> _Exercise requirements_: Each record below should be returned word for word, with no pictures included.

> _Records to process_:
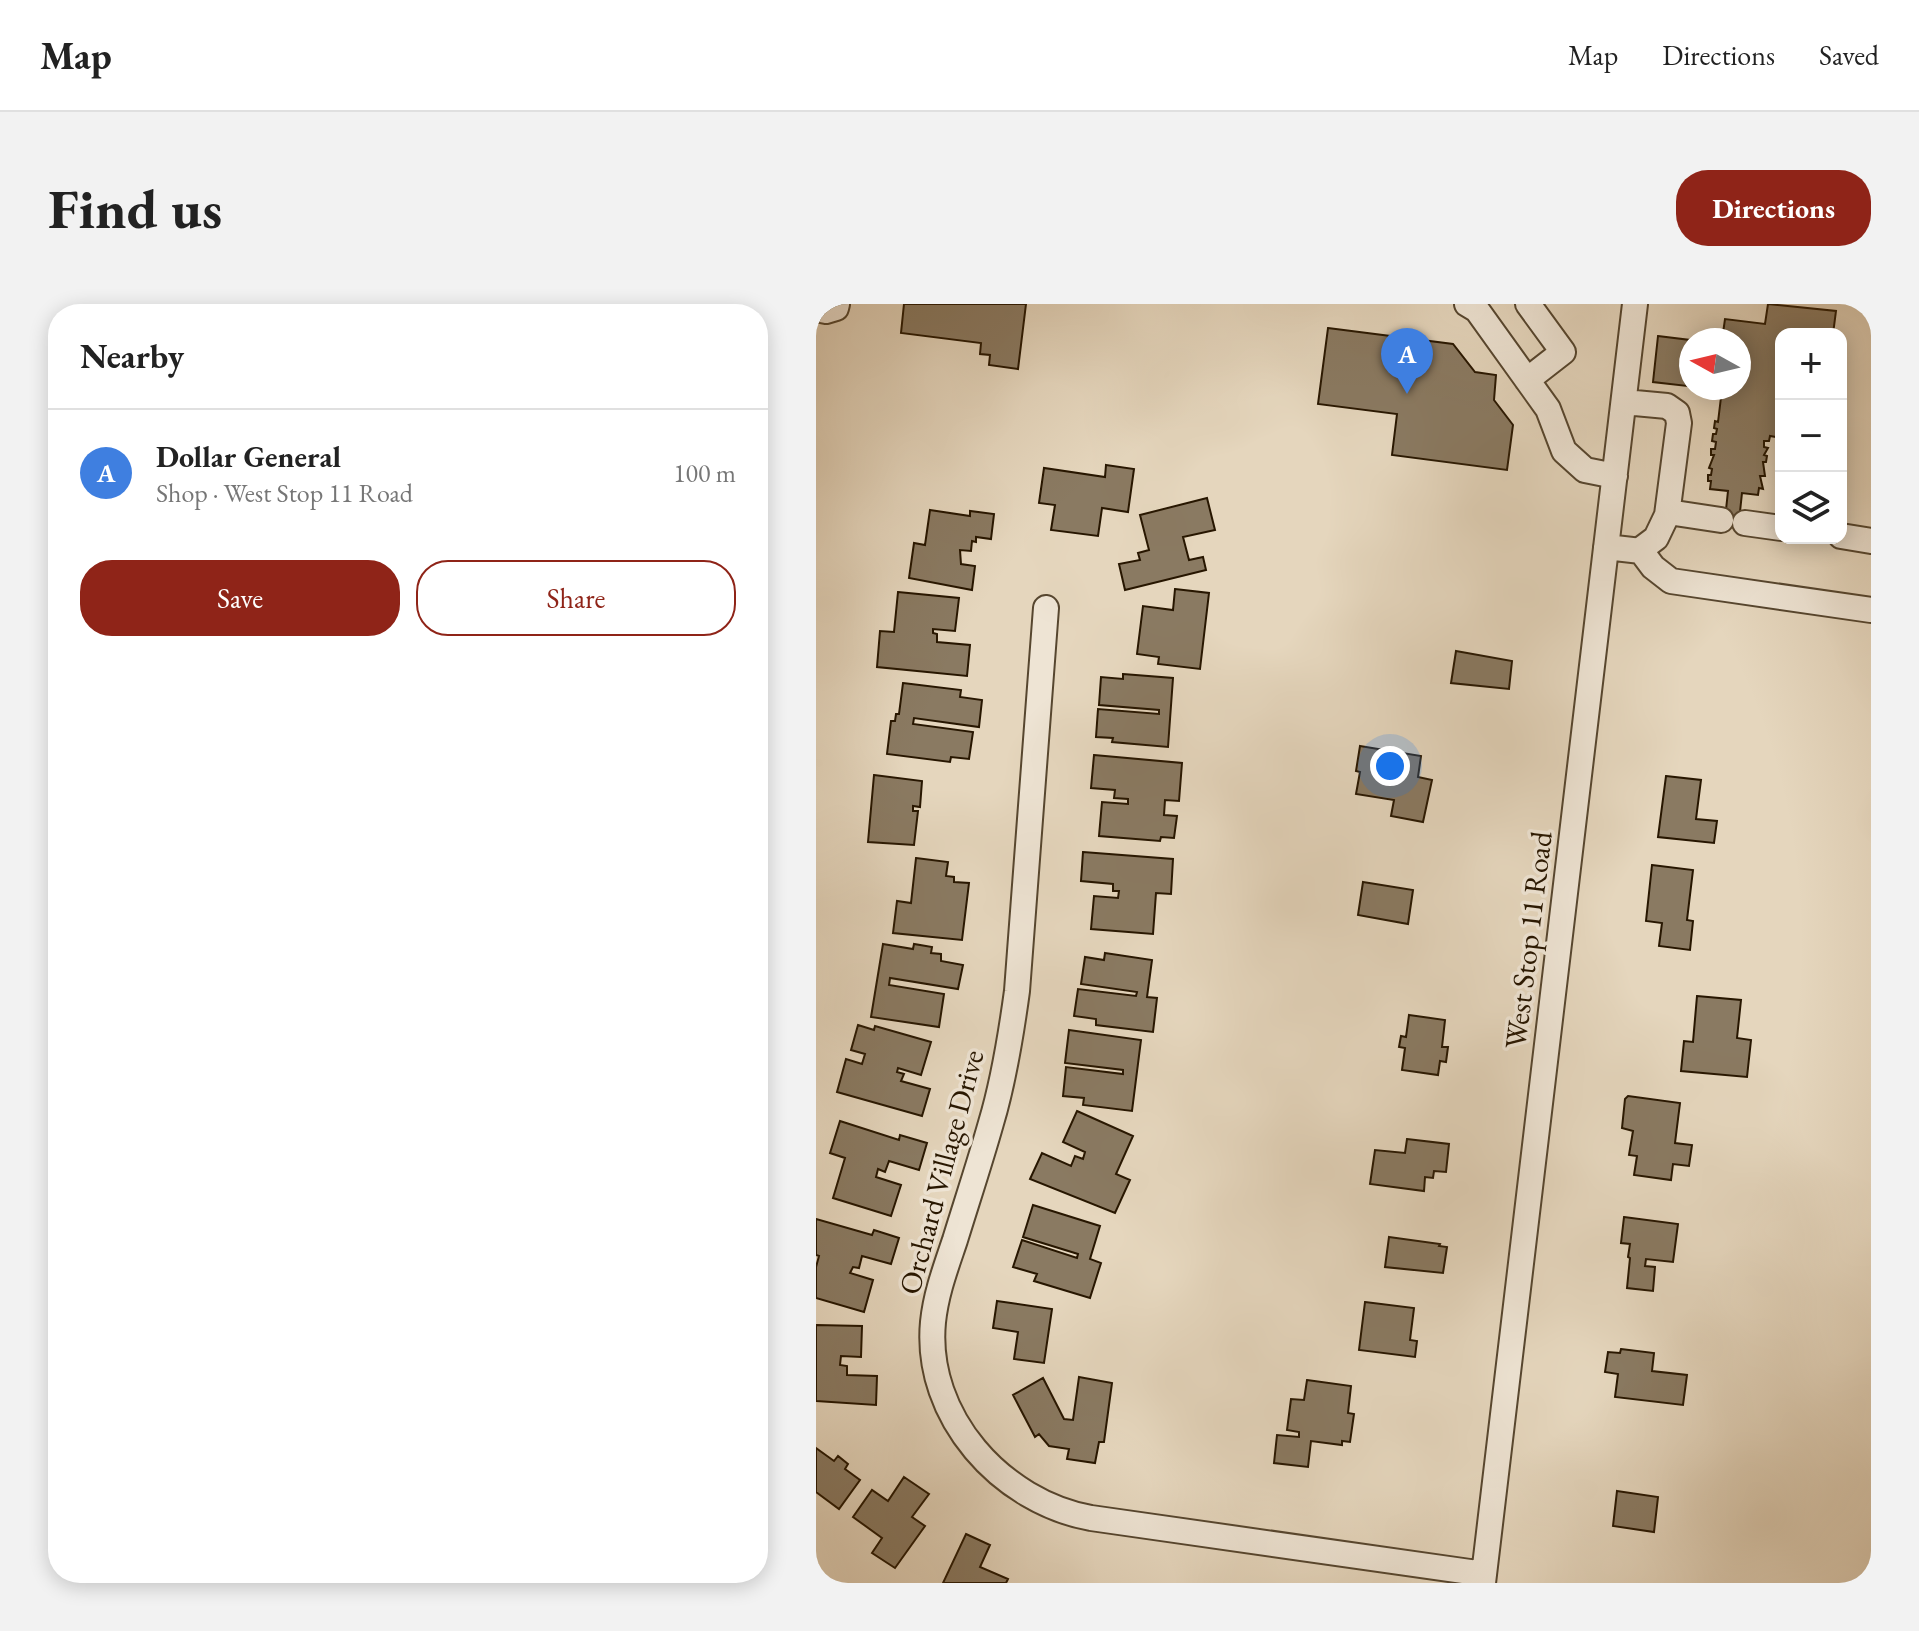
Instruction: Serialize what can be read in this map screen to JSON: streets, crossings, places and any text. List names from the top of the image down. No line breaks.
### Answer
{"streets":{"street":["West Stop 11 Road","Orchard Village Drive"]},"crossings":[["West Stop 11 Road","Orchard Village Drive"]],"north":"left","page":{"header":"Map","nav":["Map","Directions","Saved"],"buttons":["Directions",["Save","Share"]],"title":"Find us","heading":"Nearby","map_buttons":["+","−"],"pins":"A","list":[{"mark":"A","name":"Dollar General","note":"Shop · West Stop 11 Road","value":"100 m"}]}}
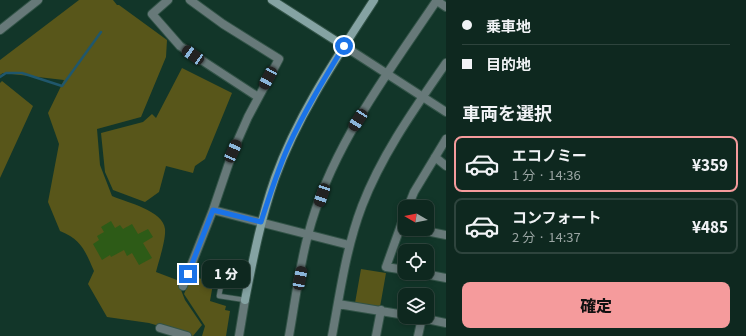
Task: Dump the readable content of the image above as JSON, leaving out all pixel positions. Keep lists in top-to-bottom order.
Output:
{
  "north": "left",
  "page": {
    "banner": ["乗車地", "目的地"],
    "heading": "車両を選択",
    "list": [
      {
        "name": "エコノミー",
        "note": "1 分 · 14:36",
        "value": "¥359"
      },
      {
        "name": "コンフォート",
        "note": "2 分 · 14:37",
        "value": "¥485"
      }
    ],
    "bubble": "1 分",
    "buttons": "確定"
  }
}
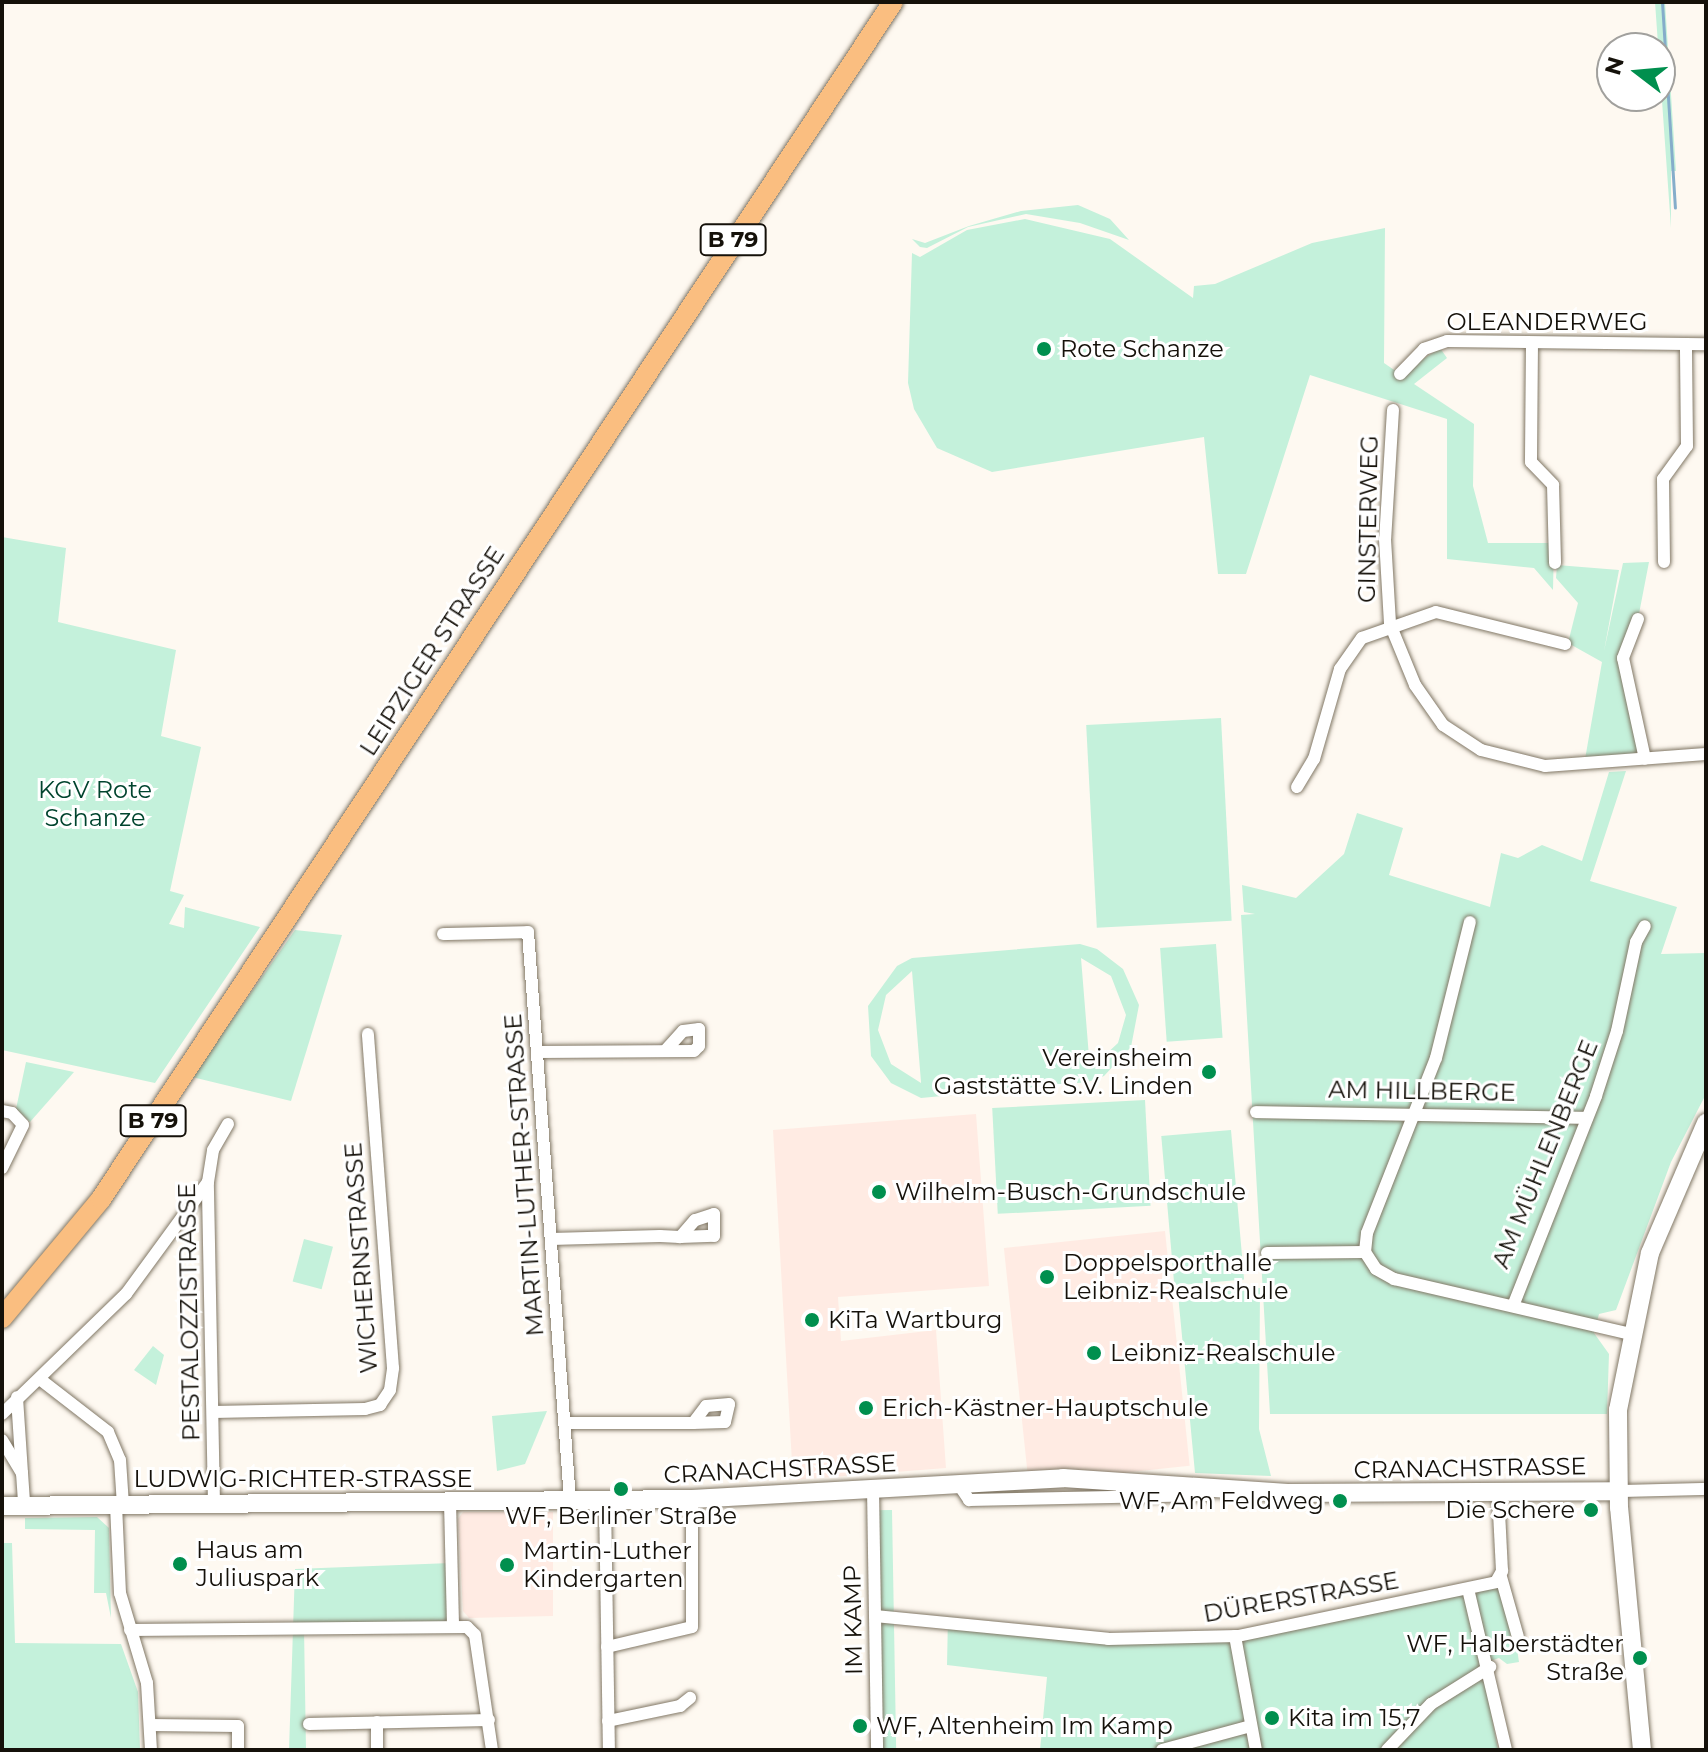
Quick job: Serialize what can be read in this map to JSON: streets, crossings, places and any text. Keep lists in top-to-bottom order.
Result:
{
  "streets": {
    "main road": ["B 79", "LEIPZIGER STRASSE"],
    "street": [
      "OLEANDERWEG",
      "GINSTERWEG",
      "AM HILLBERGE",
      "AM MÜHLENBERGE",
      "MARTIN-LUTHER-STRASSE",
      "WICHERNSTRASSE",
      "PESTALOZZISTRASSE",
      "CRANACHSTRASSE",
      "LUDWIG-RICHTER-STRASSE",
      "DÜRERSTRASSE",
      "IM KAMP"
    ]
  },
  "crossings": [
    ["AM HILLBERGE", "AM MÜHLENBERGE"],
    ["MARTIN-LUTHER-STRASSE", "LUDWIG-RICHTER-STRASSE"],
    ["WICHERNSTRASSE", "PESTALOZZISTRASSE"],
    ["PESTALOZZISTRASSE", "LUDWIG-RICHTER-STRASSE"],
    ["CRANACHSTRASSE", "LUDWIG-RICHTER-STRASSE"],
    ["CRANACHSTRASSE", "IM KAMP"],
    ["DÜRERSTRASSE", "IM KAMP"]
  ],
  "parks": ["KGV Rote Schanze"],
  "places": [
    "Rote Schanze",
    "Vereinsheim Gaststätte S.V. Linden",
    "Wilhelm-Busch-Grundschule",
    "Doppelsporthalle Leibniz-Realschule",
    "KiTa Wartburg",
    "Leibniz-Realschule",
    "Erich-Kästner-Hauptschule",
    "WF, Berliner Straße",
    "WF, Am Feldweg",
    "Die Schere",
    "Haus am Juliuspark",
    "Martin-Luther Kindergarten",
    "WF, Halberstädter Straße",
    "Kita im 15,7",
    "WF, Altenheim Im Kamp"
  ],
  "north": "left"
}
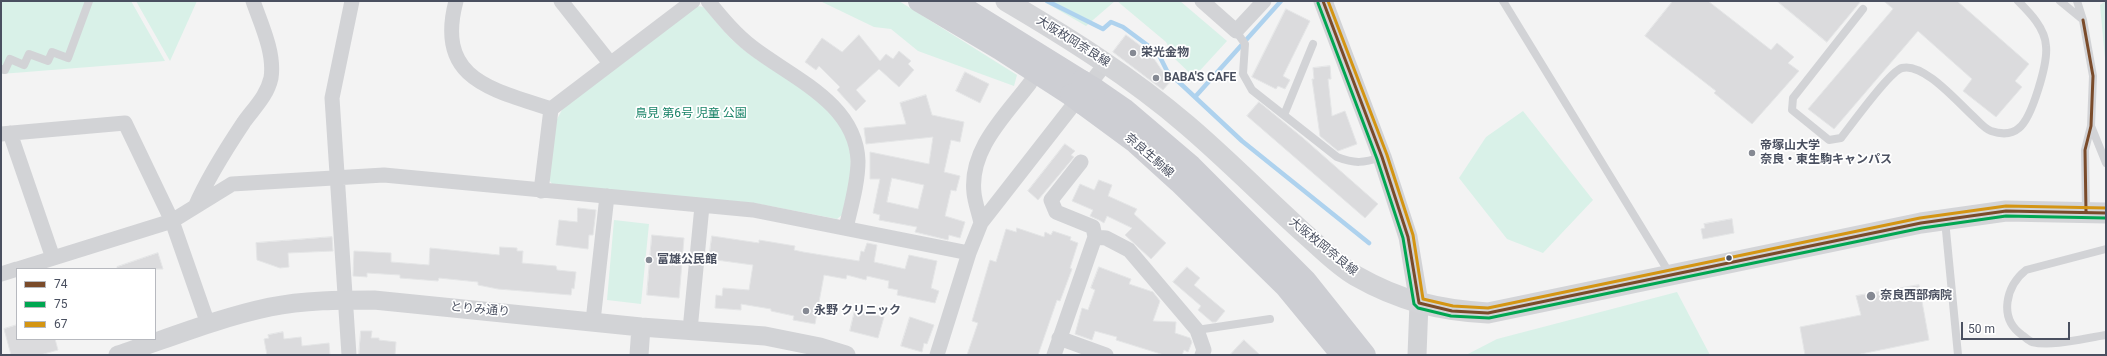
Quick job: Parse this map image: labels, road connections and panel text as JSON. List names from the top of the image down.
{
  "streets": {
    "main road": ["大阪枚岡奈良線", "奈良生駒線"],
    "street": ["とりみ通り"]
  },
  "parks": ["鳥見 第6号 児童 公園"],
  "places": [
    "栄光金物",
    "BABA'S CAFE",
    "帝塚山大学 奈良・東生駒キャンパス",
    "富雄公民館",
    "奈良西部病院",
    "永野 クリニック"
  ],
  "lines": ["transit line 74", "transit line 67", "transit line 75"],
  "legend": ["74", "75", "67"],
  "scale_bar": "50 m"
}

> _Response to this task_:
Instruction: Serialize what can be read in this map screen to JSON: streets, crossings, places and any text. List names from the top of the image down. No line breaks.
### Answer
{"streets":{"street":["West Stop 11 Road","Orchard Village Drive"]},"crossings":[["West Stop 11 Road","Orchard Village Drive"]],"north":"left","page":{"header":"Map","nav":["Map","Directions","Saved"],"buttons":["Directions",["Save","Share"]],"title":"Find us","heading":"Nearby","map_buttons":["+","−"],"pins":"A","list":[{"mark":"A","name":"Dollar General","note":"Shop · West Stop 11 Road","value":"100 m"}]}}
Task: Dump the readable content of the image above as JSON, leaving out all pixel positions. Keep lists in top-to-bottom order.
Output:
{
  "north": "left",
  "page": {
    "banner": ["乗車地", "目的地"],
    "heading": "車両を選択",
    "list": [
      {
        "name": "エコノミー",
        "note": "1 分 · 14:36",
        "value": "¥359"
      },
      {
        "name": "コンフォート",
        "note": "2 分 · 14:37",
        "value": "¥485"
      }
    ],
    "bubble": "1 分",
    "buttons": "確定"
  }
}
Quick job: Serialize what can be read in this map to JSON: streets, crossings, places and any text. Keep lists in top-to-bottom order.
Result:
{
  "streets": {
    "main road": ["B 79", "LEIPZIGER STRASSE"],
    "street": [
      "OLEANDERWEG",
      "GINSTERWEG",
      "AM HILLBERGE",
      "AM MÜHLENBERGE",
      "MARTIN-LUTHER-STRASSE",
      "WICHERNSTRASSE",
      "PESTALOZZISTRASSE",
      "CRANACHSTRASSE",
      "LUDWIG-RICHTER-STRASSE",
      "DÜRERSTRASSE",
      "IM KAMP"
    ]
  },
  "crossings": [
    ["AM HILLBERGE", "AM MÜHLENBERGE"],
    ["MARTIN-LUTHER-STRASSE", "LUDWIG-RICHTER-STRASSE"],
    ["WICHERNSTRASSE", "PESTALOZZISTRASSE"],
    ["PESTALOZZISTRASSE", "LUDWIG-RICHTER-STRASSE"],
    ["CRANACHSTRASSE", "LUDWIG-RICHTER-STRASSE"],
    ["CRANACHSTRASSE", "IM KAMP"],
    ["DÜRERSTRASSE", "IM KAMP"]
  ],
  "parks": ["KGV Rote Schanze"],
  "places": [
    "Rote Schanze",
    "Vereinsheim Gaststätte S.V. Linden",
    "Wilhelm-Busch-Grundschule",
    "Doppelsporthalle Leibniz-Realschule",
    "KiTa Wartburg",
    "Leibniz-Realschule",
    "Erich-Kästner-Hauptschule",
    "WF, Berliner Straße",
    "WF, Am Feldweg",
    "Die Schere",
    "Haus am Juliuspark",
    "Martin-Luther Kindergarten",
    "WF, Halberstädter Straße",
    "Kita im 15,7",
    "WF, Altenheim Im Kamp"
  ],
  "north": "left"
}
Quick job: Parse this map image: labels, road connections and panel text as JSON. List names from the top of the image down.
{
  "streets": {
    "main road": ["大阪枚岡奈良線", "奈良生駒線"],
    "street": ["とりみ通り"]
  },
  "parks": ["鳥見 第6号 児童 公園"],
  "places": [
    "栄光金物",
    "BABA'S CAFE",
    "帝塚山大学 奈良・東生駒キャンパス",
    "富雄公民館",
    "奈良西部病院",
    "永野 クリニック"
  ],
  "lines": ["transit line 74", "transit line 67", "transit line 75"],
  "legend": ["74", "75", "67"],
  "scale_bar": "50 m"
}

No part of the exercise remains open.